Maximum Overdrive holds a special place in my heart because it’s one of the first films I remember being butchered by the MPAA. I had followed production religiously through the pages of Fangoria, being the good little King fanboy I was at the time, and I knew about all the best gore effects - just about none of which made it into the film. I don’t know that the movie would have been better if the Little Leaguer who got crushed by the steamroller had popped like a water balloon, since most of the deleted stuff is from the first fifteen minutes, aka the only watchable part of the film, but it certainly couldn’t have hurt.

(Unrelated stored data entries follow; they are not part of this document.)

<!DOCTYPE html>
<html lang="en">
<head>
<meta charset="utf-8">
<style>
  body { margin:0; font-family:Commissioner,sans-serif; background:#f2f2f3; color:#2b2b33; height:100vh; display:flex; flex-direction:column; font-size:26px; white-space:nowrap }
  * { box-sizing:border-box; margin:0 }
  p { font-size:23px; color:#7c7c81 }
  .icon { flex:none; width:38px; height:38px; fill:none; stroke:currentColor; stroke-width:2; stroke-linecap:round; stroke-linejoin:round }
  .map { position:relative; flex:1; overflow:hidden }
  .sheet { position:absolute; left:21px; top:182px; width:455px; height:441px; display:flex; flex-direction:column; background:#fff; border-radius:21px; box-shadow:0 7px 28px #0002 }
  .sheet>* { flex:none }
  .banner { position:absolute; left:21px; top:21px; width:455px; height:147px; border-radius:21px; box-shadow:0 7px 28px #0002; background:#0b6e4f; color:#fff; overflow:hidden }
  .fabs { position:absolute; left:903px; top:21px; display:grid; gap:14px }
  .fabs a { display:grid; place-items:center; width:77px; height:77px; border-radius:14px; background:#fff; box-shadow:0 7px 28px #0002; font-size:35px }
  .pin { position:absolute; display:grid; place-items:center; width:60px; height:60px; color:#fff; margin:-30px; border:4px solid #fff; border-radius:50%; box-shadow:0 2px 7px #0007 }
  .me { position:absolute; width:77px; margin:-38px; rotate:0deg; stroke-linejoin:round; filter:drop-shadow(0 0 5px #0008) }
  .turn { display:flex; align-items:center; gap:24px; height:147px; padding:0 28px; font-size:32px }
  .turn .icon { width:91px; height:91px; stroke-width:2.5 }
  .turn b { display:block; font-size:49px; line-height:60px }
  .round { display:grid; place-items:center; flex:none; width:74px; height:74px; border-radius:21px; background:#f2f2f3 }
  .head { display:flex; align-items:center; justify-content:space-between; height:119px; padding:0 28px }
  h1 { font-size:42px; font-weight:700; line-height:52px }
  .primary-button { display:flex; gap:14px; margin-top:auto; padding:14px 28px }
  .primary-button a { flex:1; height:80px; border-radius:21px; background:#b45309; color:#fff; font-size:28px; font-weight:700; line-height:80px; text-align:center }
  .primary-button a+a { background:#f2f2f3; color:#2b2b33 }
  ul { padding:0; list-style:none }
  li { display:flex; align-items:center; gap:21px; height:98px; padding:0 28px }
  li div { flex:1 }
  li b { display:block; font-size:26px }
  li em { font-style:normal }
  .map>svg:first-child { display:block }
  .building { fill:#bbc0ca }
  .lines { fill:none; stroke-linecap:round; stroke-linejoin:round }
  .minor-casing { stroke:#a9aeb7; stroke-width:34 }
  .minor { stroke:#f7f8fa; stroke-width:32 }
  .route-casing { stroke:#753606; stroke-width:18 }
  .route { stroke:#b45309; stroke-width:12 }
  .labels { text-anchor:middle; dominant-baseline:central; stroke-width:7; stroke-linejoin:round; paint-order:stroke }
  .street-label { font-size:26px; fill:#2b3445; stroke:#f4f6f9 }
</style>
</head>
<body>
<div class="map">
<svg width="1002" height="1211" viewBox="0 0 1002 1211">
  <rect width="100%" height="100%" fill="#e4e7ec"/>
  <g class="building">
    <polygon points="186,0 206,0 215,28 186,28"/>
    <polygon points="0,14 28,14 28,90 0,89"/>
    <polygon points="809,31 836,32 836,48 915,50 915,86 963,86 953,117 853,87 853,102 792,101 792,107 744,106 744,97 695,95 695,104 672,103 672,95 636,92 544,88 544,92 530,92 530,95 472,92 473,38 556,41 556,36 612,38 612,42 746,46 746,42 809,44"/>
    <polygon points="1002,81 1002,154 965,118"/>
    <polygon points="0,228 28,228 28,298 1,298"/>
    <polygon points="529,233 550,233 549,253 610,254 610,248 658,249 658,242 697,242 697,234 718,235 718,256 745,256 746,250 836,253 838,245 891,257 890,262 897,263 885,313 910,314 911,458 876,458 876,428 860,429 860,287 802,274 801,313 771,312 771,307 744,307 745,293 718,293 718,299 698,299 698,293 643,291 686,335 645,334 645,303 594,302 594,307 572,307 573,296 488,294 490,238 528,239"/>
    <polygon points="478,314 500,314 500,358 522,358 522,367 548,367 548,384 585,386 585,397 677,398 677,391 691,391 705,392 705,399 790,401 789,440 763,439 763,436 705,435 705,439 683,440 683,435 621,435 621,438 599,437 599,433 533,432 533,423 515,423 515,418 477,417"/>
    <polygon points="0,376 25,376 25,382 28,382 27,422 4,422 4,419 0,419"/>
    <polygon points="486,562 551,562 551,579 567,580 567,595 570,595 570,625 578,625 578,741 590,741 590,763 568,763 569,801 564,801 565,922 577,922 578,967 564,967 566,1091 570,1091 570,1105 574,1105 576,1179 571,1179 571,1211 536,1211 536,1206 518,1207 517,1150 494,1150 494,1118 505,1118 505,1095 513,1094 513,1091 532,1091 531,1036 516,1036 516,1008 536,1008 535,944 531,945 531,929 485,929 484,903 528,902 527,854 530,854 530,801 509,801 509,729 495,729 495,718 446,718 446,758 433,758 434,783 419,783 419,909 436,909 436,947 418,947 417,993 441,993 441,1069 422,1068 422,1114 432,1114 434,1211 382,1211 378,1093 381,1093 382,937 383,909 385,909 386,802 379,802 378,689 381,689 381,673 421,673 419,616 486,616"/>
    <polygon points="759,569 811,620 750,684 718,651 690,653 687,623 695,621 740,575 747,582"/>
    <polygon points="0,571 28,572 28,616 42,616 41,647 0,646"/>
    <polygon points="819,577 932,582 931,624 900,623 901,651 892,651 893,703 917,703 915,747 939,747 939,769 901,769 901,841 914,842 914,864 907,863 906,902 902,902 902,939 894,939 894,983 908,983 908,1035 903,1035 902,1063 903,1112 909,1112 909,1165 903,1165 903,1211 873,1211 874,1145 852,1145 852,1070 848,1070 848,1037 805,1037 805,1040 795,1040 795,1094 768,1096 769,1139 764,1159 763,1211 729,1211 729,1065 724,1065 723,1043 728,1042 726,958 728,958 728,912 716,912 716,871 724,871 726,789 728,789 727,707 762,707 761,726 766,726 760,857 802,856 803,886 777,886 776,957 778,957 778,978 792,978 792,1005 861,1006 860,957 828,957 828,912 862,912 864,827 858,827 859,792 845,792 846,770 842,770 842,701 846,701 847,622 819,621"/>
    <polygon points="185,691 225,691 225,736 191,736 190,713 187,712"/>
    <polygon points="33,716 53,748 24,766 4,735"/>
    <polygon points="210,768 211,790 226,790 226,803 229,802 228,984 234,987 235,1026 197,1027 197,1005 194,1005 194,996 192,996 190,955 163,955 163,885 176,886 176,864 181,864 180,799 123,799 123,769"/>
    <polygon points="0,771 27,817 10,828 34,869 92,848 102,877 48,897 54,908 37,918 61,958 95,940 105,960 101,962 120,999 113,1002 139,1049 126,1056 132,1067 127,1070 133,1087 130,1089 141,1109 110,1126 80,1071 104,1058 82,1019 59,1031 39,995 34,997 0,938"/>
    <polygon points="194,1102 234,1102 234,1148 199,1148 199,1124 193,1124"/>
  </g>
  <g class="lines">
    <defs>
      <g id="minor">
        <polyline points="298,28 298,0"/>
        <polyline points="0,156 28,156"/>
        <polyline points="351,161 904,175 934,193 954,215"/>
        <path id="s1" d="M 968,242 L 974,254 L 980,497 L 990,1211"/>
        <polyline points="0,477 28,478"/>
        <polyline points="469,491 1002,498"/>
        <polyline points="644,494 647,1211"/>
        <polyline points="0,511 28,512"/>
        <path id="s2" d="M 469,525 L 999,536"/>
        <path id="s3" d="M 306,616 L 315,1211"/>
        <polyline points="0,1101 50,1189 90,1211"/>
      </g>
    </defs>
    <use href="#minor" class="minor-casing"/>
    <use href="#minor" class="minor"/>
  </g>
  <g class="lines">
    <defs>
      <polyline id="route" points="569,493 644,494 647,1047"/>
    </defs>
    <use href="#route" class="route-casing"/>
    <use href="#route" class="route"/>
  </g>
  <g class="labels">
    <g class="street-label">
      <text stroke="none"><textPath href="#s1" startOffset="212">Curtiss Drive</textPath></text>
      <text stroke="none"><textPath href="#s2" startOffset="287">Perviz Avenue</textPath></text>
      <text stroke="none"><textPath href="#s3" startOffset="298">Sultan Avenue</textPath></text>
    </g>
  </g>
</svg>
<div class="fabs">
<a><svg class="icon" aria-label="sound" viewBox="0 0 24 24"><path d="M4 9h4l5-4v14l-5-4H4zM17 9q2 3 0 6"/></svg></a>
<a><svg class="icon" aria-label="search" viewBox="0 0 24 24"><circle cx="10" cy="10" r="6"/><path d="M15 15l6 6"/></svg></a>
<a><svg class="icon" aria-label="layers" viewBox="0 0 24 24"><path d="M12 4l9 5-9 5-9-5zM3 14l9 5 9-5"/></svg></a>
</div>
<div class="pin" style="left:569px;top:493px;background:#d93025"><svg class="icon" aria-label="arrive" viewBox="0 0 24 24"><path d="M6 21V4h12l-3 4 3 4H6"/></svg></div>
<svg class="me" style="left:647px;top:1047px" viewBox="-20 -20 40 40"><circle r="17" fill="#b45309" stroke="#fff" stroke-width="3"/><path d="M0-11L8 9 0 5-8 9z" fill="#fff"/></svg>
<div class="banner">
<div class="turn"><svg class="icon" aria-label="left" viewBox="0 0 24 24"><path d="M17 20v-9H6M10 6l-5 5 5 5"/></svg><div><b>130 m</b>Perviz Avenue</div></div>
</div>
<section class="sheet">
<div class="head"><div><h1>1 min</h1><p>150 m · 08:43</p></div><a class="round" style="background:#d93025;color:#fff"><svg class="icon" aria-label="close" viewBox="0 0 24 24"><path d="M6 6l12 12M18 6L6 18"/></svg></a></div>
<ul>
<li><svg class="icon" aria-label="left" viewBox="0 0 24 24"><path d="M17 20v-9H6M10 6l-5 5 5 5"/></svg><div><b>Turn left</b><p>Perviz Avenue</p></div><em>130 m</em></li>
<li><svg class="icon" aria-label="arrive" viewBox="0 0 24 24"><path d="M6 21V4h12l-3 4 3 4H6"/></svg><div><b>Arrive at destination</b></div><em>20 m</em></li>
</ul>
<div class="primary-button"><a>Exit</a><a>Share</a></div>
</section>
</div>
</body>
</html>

Lest you, the viewer, think you got the worst end of Maximum Overdrive, know that cinematographer Armando Nannuzzi lost a fucking eye making this piece of junk. There was an accident with a remote controlled lawnmower, and Nannuzzi was henceforth never able to shoot 3D films. He sued King for millions and settled out of court; Nannuzzi died in 2001, but Maximum Overdrive wasn’t his last film. In fact he shot the final Roger Corman directed feature, Frankenstein Unbound. Explains much.
Weirdly the world did not leave well enough alone. In 1997 Trucks, the story on which Maximum Overdrive was based, was filmed yet again. This time Timothy Busfield was the lead. I haven’t seen the movie, but the reviews at IMDB make it sound like it’s actually worse than Maximum Overdrive. I imagine that a third version of this film could be some sort of Ring-esque video that kills viewers. I’m sure I will eventually get around to watching Trucks and then relating my pain to you in this column.
In the meantime remember the philosophical question posed by AC/DC in Maximum Overdrive‘s theme song: Who made who? (Hint: We made them. They’re machines).